======== Provided information

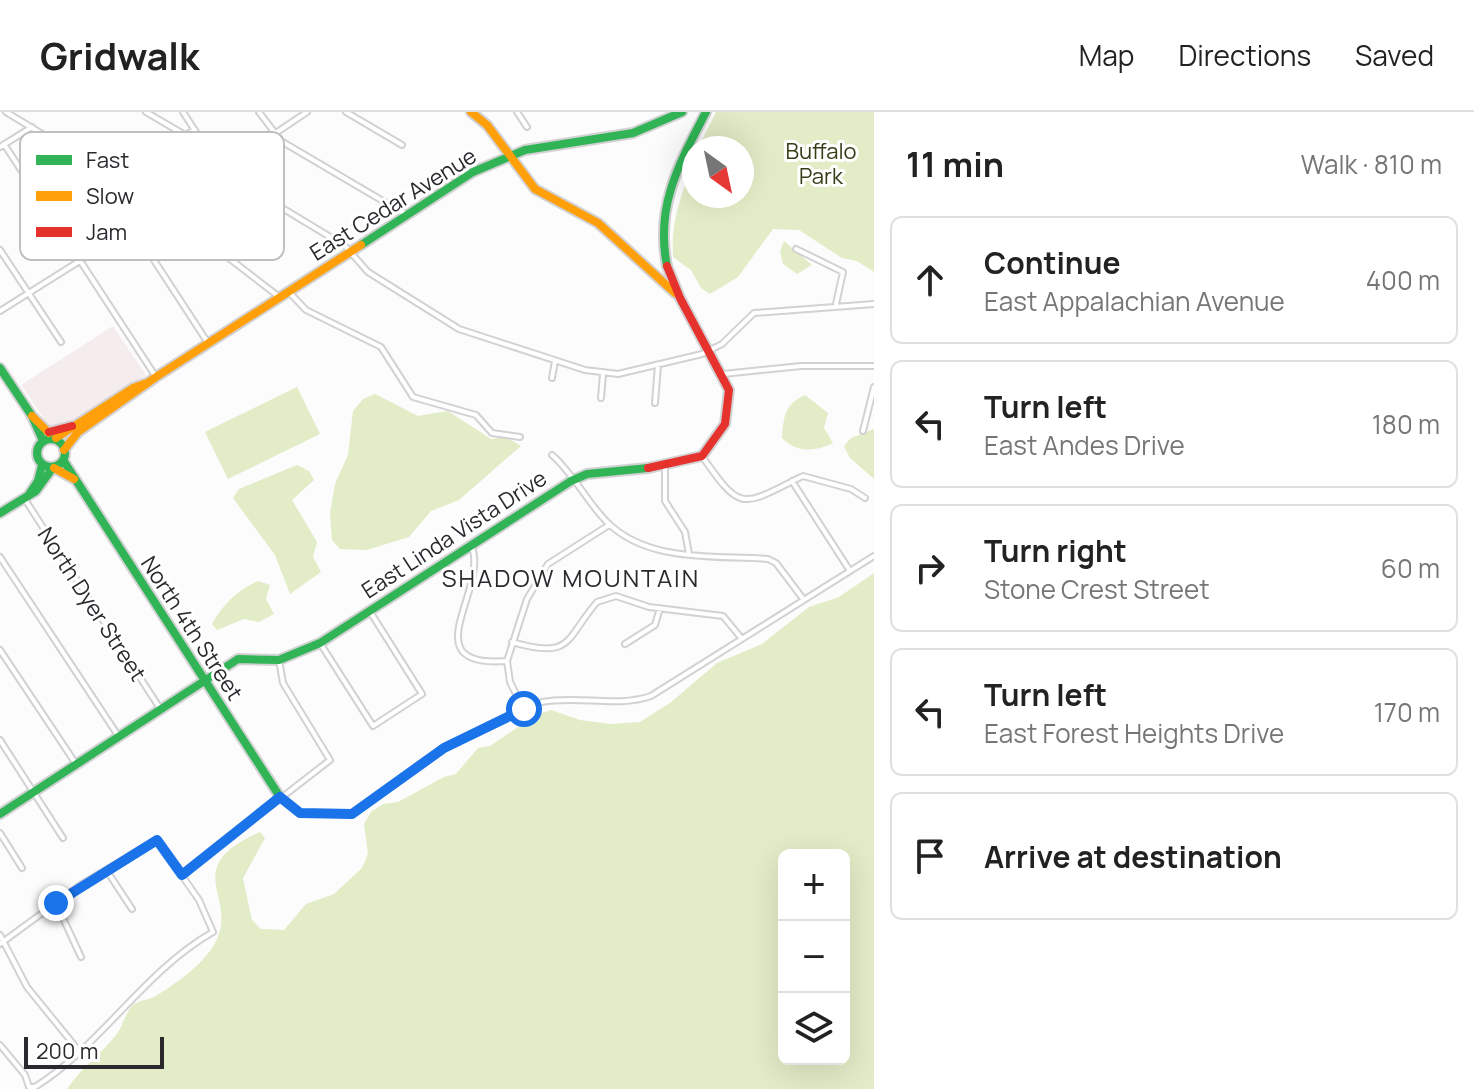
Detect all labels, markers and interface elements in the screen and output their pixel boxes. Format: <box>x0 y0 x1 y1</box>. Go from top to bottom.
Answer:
text: Gridwalk <box>40 29 199 81</box>
text: Map <box>1079 36 1134 74</box>
text: Directions <box>1178 36 1311 74</box>
text: Saved <box>1355 36 1434 74</box>
legend <box>20 132 284 260</box>
north arrow <box>682 136 754 208</box>
park label: Buffalo Park <box>785 136 857 191</box>
street label: East Cedar Avenue <box>304 141 482 267</box>
text: 11 min <box>906 141 1004 187</box>
text: Fast <box>86 145 129 175</box>
text: Walk · 810 m <box>1301 146 1442 182</box>
text: Slow <box>86 181 134 211</box>
text: Jam <box>86 217 127 247</box>
text: Continue <box>984 242 1120 283</box>
icon: ahead <box>908 258 952 302</box>
text: 400 m <box>1366 262 1440 298</box>
text: East Appalachian Avenue <box>984 283 1285 319</box>
text: Turn left <box>984 386 1107 427</box>
icon: left <box>908 402 952 446</box>
text: 180 m <box>1372 406 1440 442</box>
text: East Andes Drive <box>984 427 1185 463</box>
street label: East Linda Vista Drive <box>356 463 552 605</box>
street label: North Dyer Street <box>31 521 153 687</box>
text: Turn right <box>984 530 1127 571</box>
icon: right <box>908 546 952 590</box>
street label: North 4th Street <box>134 550 250 706</box>
text: 60 m <box>1381 550 1440 586</box>
district label: SHADOW MOUNTAIN <box>442 561 700 594</box>
text: Stone Crest Street <box>984 571 1210 607</box>
text: Turn left <box>984 674 1107 715</box>
icon: left <box>908 690 952 734</box>
route start <box>506 691 542 727</box>
text: 170 m <box>1374 694 1440 730</box>
text: East Forest Heights Drive <box>984 715 1284 751</box>
icon: arrive <box>908 834 952 878</box>
text: Arrive at destination <box>984 836 1282 877</box>
map controls <box>778 849 850 1065</box>
button: + <box>778 849 850 921</box>
route end <box>38 885 74 921</box>
button: − <box>778 921 850 993</box>
button: layers <box>778 993 850 1065</box>
scale bar <box>24 1033 164 1069</box>
text: 200 m <box>36 1036 98 1066</box>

================

→ **What you need to do**: Your copy should repeat each entry above exactly but contain no pictures.

→ **The completed task**:
Detect all labels, markers and interface elements in the screen and output their pixel boxes. Format: <box>x0 y0 x1 y1</box>. Go from top to bottom.
Answer:
text: Gridwalk <box>40 29 199 81</box>
text: Map <box>1079 36 1134 74</box>
text: Directions <box>1178 36 1311 74</box>
text: Saved <box>1355 36 1434 74</box>
legend <box>20 132 284 260</box>
north arrow <box>682 136 754 208</box>
park label: Buffalo Park <box>785 136 857 191</box>
street label: East Cedar Avenue <box>304 141 482 267</box>
text: 11 min <box>906 141 1004 187</box>
text: Fast <box>86 145 129 175</box>
text: Walk · 810 m <box>1301 146 1442 182</box>
text: Slow <box>86 181 134 211</box>
text: Jam <box>86 217 127 247</box>
text: Continue <box>984 242 1120 283</box>
icon: ahead <box>908 258 952 302</box>
text: 400 m <box>1366 262 1440 298</box>
text: East Appalachian Avenue <box>984 283 1285 319</box>
text: Turn left <box>984 386 1107 427</box>
icon: left <box>908 402 952 446</box>
text: 180 m <box>1372 406 1440 442</box>
text: East Andes Drive <box>984 427 1185 463</box>
street label: East Linda Vista Drive <box>356 463 552 605</box>
street label: North Dyer Street <box>31 521 153 687</box>
text: Turn right <box>984 530 1127 571</box>
icon: right <box>908 546 952 590</box>
street label: North 4th Street <box>134 550 250 706</box>
text: 60 m <box>1381 550 1440 586</box>
district label: SHADOW MOUNTAIN <box>442 561 700 594</box>
text: Stone Crest Street <box>984 571 1210 607</box>
text: Turn left <box>984 674 1107 715</box>
icon: left <box>908 690 952 734</box>
route start <box>506 691 542 727</box>
text: 170 m <box>1374 694 1440 730</box>
text: East Forest Heights Drive <box>984 715 1284 751</box>
icon: arrive <box>908 834 952 878</box>
text: Arrive at destination <box>984 836 1282 877</box>
map controls <box>778 849 850 1065</box>
button: + <box>778 849 850 921</box>
route end <box>38 885 74 921</box>
button: − <box>778 921 850 993</box>
button: layers <box>778 993 850 1065</box>
scale bar <box>24 1033 164 1069</box>
text: 200 m <box>36 1036 98 1066</box>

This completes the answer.